パロップのブログ

TVドキュメンタリーの記録は終了しました

BS1『戦後60年・歴史を変えた戦場』「カンボジア ポル・ポト政権 150万人の虐殺」

2005/10/29初回放送、50分、撮影:一之瀬正史、リサーチャー:川島茂、ディレクター:松本武顕、プロデューサー:宮本康宏、制作統括:辻泰明/東野真、制作協力:ルビコン/橋本純雄、共同制作:NHKエデュケーショナル、制作・著作:NHK
当初の目玉企画からすっかり捨て枠と化し、迷走を続ける『戦後60年・歴史を変えた戦場』シリーズだが、今回は「ディエンビエンフー陥落」「サイゴン陥落」に続いて松本氏が手掛けるインドシナ史の第3弾。「いくらなんでも『歴史を変えた戦場』で大量虐殺を扱うのは無理あるだろう」という視聴者(というか私)の声を見透かしたかのように、番組の冒頭で、

5年間に及ぶ内戦の末に、民族の解放を目指して生まれたポル・ポト政権。しかし、そのもとで行われた大量虐殺の現場は、カンボジアの人々にとって、まさに形を変えた戦場でした。

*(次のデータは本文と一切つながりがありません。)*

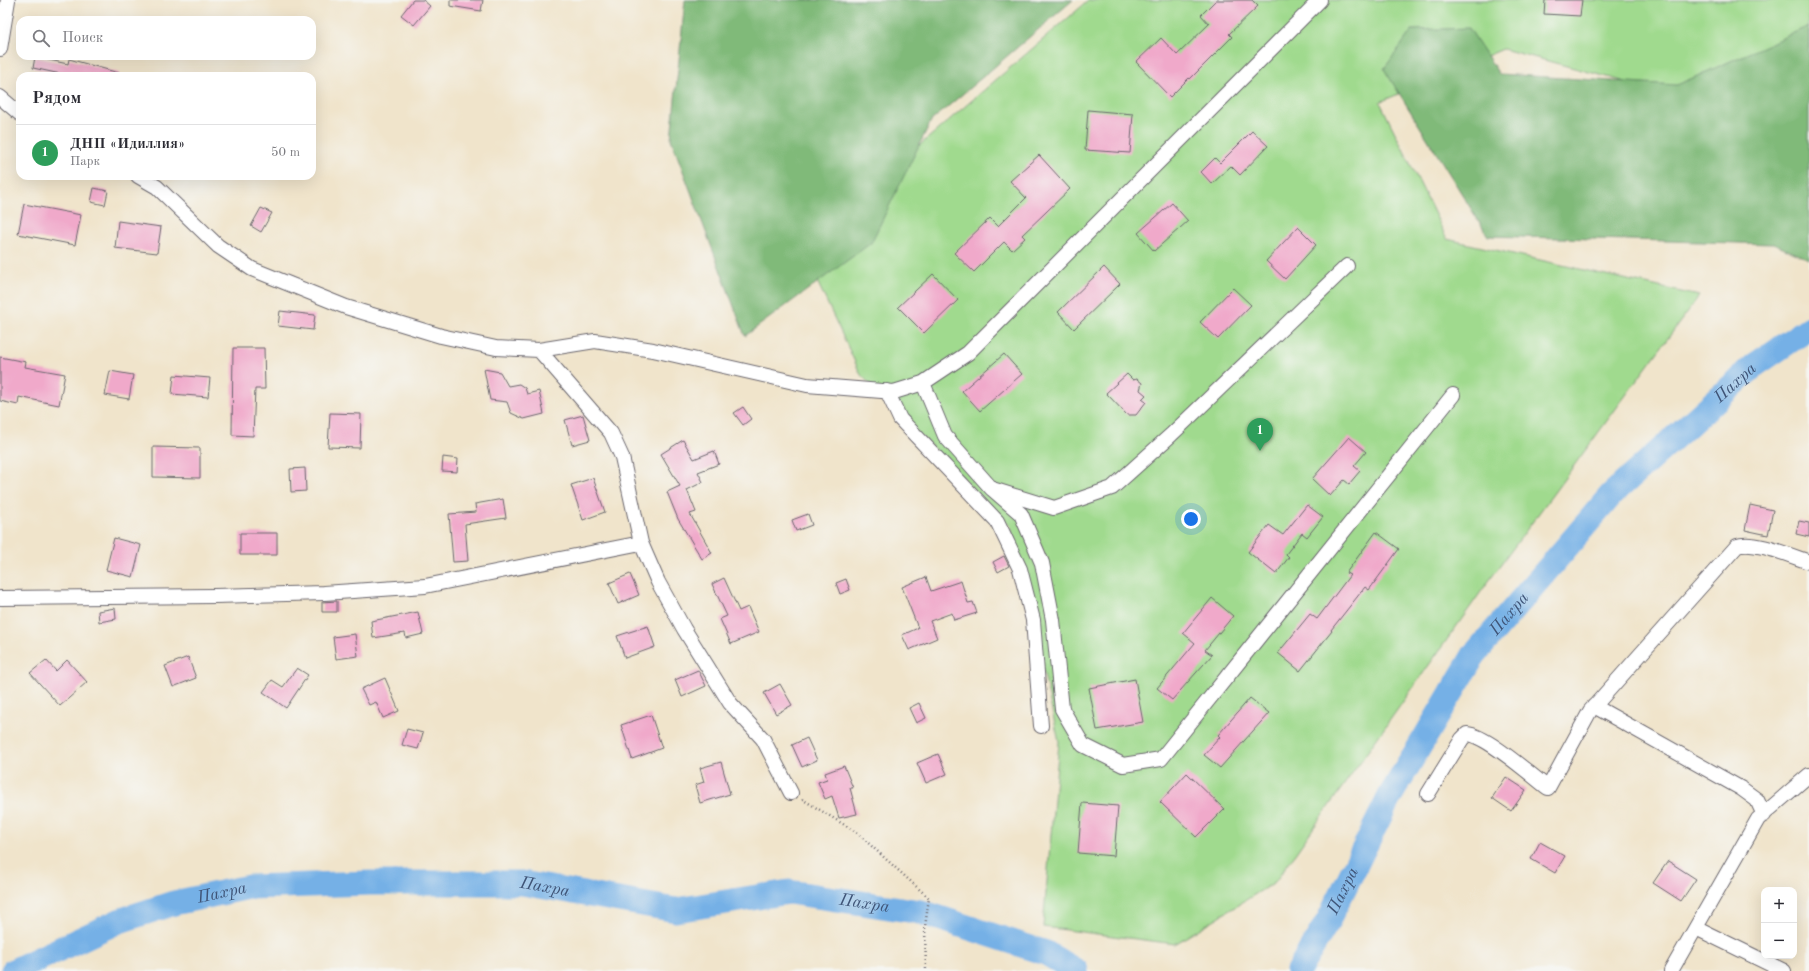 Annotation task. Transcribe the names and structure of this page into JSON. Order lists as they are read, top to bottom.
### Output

とのこじつけを説明する松本氏、恐るべし。というか、普通に『BSドキュメンタリー』の枠で放送すれば済む話なのでは。
内容は、当時の記録映像と現在の証言インタビューとを交互に重ねるオーソドックスなスタイル。証言者には、今もパイリン(ポル・ポト派の本拠地)でのどかに暮らす元人民代表議会議長(当時のナンバー2)ヌオン・チア氏(78歳)のほか、地方幹部や獄中から奇跡の生還を果たした一般住民など。ヘン・サムリン氏も登場。
作品のプロローグには、

理想の国家建設を目指したポル・ポト政権の革命、それがなぜ大量虐殺を引き起こし、共産主義に対する失望を世界に広げてしまったのか、当時の関係者の証言をもとに検証します。

と来て、エピローグでは、

カンボジアの現実は、侵攻したベトナム軍の想像をはるかに越えたものでした。同じ共産主義のもとで、民族の独立と解放を目指したカンボジアは、なぜ道を誤ったのか。西側のメディアによって大量虐殺の事実が世界に報じられるにしたがって、その重い問いが国際社会にも広がっていきました。150万人にものぼる虐殺、それは戦後、冷戦構造のなかで続いていた共産主義に基づく民族解放という理念に、大きな疑問を突き付けることになったのです。

というナレーションが入る。1974年生まれの自分には断言出来ないことであるが、当時すでに「世界」や「国際社会」が「共産主義による民族の独立と解放」を信じていたとは思えない。共産主義に対して失望したのは「世界」や「国際社会」ではなく松本氏であり、「なぜ大量虐殺を引き起こし」たのか、「なぜ道を誤ったのか」を知りたいのも松本氏自身なのだろう。これは松本氏が60〜70年代に信じたものに対して落とし前をつける魂の旅。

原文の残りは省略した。